In 2006, Asutifi, a tiny district in central Ghana, changed forever. The relatively unknown farming community had caught the attention of one of the world’s largest gold producers, Newmont Mining Corporation. The company had discovered the mineral in the tiny district and began exploitation through its subsidiary, Newmont Gold Ghana Ltd (NGGL). Though the revenue Asutifi was to receive from Newmont was little compared to other districts, it made up a significant percentage of Asutifi’s income. Income from gold, however, is volatile and requires financial forecasting, realistic budgeting and participatory management, all of which were major challenges for Asutifi.
Three years later, Revenue Watch Institute (RWI) partnered with two Ghanaian organizations to create the Asutifi subnational project. Executed from 2009 to 2011, the project’s aim was to improve the governance of mining revenues. To achieve this goal, the project would improve local government’s policies and practices for collecting and using finite mining revenues effectively. It also would build civil society’s capacity to participate in, monitor and evaluate the sector’s governance processes. The project’s ultimate goal was to avert the curse of mismanagement often associated with extractive resources in developing countries.

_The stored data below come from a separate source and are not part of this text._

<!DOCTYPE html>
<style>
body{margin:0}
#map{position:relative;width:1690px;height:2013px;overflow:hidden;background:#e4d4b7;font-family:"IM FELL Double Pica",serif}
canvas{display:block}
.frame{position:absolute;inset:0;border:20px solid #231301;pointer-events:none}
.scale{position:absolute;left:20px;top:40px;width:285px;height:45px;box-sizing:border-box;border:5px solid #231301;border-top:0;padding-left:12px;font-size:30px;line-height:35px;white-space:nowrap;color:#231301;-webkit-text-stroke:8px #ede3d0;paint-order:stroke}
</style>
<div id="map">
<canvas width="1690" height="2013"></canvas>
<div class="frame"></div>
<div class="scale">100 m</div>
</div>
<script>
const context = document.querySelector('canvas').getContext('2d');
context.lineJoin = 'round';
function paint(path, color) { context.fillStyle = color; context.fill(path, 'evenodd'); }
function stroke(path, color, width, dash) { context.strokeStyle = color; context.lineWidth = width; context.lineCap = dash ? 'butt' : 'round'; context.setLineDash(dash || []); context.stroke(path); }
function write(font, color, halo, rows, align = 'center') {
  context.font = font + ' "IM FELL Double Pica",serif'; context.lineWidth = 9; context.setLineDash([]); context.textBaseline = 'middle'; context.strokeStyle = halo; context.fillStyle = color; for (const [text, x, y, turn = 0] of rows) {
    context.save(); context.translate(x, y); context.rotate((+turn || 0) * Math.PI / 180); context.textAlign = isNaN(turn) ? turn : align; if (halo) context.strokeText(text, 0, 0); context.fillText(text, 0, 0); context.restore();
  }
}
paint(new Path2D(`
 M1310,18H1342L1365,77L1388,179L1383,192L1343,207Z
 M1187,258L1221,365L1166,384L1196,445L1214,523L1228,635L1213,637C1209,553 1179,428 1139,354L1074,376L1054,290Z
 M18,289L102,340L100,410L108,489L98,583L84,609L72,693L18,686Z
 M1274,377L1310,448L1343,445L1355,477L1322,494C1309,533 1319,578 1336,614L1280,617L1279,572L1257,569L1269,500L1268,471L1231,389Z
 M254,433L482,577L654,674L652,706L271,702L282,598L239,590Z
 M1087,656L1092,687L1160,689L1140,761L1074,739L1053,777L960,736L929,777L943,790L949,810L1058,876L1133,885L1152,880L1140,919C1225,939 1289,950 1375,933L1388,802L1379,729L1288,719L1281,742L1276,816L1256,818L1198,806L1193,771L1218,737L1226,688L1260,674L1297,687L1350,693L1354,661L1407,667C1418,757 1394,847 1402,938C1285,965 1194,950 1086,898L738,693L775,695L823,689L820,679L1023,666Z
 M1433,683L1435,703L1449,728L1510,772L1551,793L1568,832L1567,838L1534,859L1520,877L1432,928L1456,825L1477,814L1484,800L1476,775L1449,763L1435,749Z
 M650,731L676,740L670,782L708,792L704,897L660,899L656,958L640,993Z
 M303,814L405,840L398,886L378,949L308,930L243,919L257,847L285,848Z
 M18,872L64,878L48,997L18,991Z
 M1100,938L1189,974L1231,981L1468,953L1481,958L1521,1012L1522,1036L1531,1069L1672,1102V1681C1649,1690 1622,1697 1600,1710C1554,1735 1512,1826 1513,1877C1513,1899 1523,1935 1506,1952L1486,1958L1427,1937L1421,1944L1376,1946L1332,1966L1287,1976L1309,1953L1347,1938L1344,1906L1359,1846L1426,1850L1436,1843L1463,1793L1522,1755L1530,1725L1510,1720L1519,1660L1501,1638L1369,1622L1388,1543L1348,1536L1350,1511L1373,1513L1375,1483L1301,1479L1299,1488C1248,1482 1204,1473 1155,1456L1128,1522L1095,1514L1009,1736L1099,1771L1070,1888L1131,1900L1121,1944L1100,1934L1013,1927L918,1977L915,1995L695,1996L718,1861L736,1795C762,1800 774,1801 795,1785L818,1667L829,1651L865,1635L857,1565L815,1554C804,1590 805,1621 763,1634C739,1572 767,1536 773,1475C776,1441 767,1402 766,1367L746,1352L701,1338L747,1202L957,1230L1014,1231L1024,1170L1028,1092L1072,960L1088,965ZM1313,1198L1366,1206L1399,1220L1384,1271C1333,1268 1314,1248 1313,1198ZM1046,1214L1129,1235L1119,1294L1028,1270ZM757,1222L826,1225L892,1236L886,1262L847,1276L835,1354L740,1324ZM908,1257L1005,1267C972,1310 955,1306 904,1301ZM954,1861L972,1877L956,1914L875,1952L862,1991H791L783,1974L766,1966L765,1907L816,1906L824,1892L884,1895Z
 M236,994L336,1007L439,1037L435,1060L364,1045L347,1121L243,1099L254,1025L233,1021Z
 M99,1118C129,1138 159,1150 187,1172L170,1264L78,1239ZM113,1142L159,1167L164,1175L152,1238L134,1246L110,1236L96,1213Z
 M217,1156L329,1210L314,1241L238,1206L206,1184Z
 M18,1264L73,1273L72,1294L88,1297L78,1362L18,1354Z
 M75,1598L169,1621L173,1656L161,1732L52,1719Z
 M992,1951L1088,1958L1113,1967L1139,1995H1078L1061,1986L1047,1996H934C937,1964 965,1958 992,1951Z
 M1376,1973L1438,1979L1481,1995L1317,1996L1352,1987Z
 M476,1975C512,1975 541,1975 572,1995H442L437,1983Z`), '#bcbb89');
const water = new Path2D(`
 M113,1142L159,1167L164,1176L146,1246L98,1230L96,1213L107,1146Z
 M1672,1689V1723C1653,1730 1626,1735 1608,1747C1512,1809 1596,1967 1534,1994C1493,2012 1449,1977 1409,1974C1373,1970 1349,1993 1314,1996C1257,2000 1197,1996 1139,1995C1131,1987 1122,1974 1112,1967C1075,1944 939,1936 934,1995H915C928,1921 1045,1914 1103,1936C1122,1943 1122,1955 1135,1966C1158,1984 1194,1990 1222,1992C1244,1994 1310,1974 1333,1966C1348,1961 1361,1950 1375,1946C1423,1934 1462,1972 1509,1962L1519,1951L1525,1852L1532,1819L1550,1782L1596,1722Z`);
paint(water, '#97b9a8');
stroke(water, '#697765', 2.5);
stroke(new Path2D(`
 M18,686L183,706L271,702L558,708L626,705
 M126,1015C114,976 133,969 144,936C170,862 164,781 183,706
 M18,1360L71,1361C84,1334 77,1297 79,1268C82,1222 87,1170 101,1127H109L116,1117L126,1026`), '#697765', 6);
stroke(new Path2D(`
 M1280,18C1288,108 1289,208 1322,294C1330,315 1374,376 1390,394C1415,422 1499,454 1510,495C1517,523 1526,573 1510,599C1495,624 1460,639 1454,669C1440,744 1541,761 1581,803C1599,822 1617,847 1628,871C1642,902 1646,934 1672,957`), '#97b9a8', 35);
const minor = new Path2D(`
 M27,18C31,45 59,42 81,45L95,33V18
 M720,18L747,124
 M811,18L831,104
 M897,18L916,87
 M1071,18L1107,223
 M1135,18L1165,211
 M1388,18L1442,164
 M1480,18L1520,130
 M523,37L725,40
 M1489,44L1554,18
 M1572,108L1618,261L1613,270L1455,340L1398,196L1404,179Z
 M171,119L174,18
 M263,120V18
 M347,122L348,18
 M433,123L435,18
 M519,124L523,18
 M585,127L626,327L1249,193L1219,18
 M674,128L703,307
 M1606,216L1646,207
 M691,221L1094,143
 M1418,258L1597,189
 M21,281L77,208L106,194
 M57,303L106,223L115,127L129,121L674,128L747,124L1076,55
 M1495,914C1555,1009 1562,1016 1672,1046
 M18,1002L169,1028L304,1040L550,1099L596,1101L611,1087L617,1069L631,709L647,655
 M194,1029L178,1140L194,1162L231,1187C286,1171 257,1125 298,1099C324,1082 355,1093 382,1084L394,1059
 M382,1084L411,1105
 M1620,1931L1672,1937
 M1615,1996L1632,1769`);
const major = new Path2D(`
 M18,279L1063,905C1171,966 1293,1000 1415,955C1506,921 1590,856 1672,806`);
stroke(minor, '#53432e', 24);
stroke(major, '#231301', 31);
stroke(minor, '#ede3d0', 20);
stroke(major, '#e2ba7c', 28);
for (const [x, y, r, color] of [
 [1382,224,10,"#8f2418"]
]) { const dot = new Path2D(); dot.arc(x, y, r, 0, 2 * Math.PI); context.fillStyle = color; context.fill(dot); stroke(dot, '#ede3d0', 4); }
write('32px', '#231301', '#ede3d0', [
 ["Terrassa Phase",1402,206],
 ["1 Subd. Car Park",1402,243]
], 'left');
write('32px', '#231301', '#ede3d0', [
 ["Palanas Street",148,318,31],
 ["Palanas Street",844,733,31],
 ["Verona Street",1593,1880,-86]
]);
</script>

The Asutifi project succeeded in building awareness, enhancing trust among stakeholders, and ensuring meaningful participation from citizens and community-based organizations in preparing the district’s development plan, a process that had been dominated by a few officials. The project also improved collaboration between Newmont’s voluntary corporate social responsibility activities and the priorities of the district assembly and administration.
Despite the project’s developments, its gains were limited, and no institutionalized systems and practices were put in place for effective governance and public accountability. Local politics, which should have been a democratizing factor, constrained public accountability. Traditional chiefs, who receive a substantial share of mining royalties, did not change much and continued to resist public accountability. The community’s demand for transparency remained weak.
The project’s successes and failures reflect the institutional strengths and weaknesses of its partners and indicate a degree of disparity between project intentions and capacities.